The main issue dominating the congress was the renovation of the party, following 23 years of leadership under Felipe González—who had also been prime minister of Spain between 1982 and 1996—and Alfonso Guerra as his deputy. While González had stepped down in the previous congress in 1997, his influence in the party apparatus, together with that of the powerful PSOE regional leaders, helped elect Almunia as new leader. A primary election in 1998 saw the party's grassroots electing Josep Borrell as the PSOE's prime ministerial nominee, sparking a duumvirate with Almunia which was only resolved after Borrell's withdrawal in 1999.

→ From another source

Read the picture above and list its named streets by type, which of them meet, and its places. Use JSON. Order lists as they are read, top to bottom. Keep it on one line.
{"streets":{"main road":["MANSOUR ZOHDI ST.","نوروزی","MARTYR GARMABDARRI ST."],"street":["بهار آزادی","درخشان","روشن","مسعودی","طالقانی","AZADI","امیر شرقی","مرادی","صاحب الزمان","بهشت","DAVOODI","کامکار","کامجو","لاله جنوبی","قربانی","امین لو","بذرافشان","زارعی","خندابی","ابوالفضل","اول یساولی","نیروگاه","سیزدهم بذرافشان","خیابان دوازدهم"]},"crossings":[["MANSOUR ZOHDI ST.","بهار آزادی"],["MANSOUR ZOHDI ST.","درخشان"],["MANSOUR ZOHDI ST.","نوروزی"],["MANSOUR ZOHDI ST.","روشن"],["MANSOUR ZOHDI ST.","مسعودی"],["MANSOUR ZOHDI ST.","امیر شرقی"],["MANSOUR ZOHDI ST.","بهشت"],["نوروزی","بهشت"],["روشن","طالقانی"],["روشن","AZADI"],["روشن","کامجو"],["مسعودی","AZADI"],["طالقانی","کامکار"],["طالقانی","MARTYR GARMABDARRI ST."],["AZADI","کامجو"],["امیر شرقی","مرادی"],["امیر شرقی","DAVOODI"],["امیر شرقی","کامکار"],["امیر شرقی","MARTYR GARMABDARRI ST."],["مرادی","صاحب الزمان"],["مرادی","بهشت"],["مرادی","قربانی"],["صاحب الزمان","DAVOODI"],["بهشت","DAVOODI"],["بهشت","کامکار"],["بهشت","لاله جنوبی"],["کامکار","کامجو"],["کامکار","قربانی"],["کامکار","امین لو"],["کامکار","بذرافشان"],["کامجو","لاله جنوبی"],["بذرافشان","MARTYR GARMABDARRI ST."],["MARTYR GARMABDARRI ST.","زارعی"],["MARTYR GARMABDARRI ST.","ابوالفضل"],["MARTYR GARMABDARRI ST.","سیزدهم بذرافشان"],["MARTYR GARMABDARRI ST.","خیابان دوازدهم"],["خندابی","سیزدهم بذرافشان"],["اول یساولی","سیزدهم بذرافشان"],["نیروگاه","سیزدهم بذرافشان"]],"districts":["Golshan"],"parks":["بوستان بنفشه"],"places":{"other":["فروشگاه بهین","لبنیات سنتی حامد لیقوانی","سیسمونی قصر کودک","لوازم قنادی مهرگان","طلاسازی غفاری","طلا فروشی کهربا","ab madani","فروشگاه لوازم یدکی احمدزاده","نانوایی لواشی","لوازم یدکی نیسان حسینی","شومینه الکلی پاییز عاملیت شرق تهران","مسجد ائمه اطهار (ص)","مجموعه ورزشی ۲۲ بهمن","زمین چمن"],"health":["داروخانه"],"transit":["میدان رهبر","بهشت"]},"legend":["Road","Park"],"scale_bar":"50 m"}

In the lead up to the congress, party factions coalesced around four main candidates in the leadership contest: president of Castilla–La Mancha, José Bono, who represented positions in the Christian left; José Luis Rodríguez Zapatero, a deputy for León representing a Blairism-inspired social liberalism (a "New Way"); the leader of the PSOE delegation in the European Parliament, Rosa Díez, who advocated for a participatory social democracy; and former social affairs minister Matilde Fernández, who represented democratic socialist views and was backed by both Guerra's (guerristas) and Borrell's (borrellistas) supporters. As a result, it became the first competitive PSOE congress since 1979.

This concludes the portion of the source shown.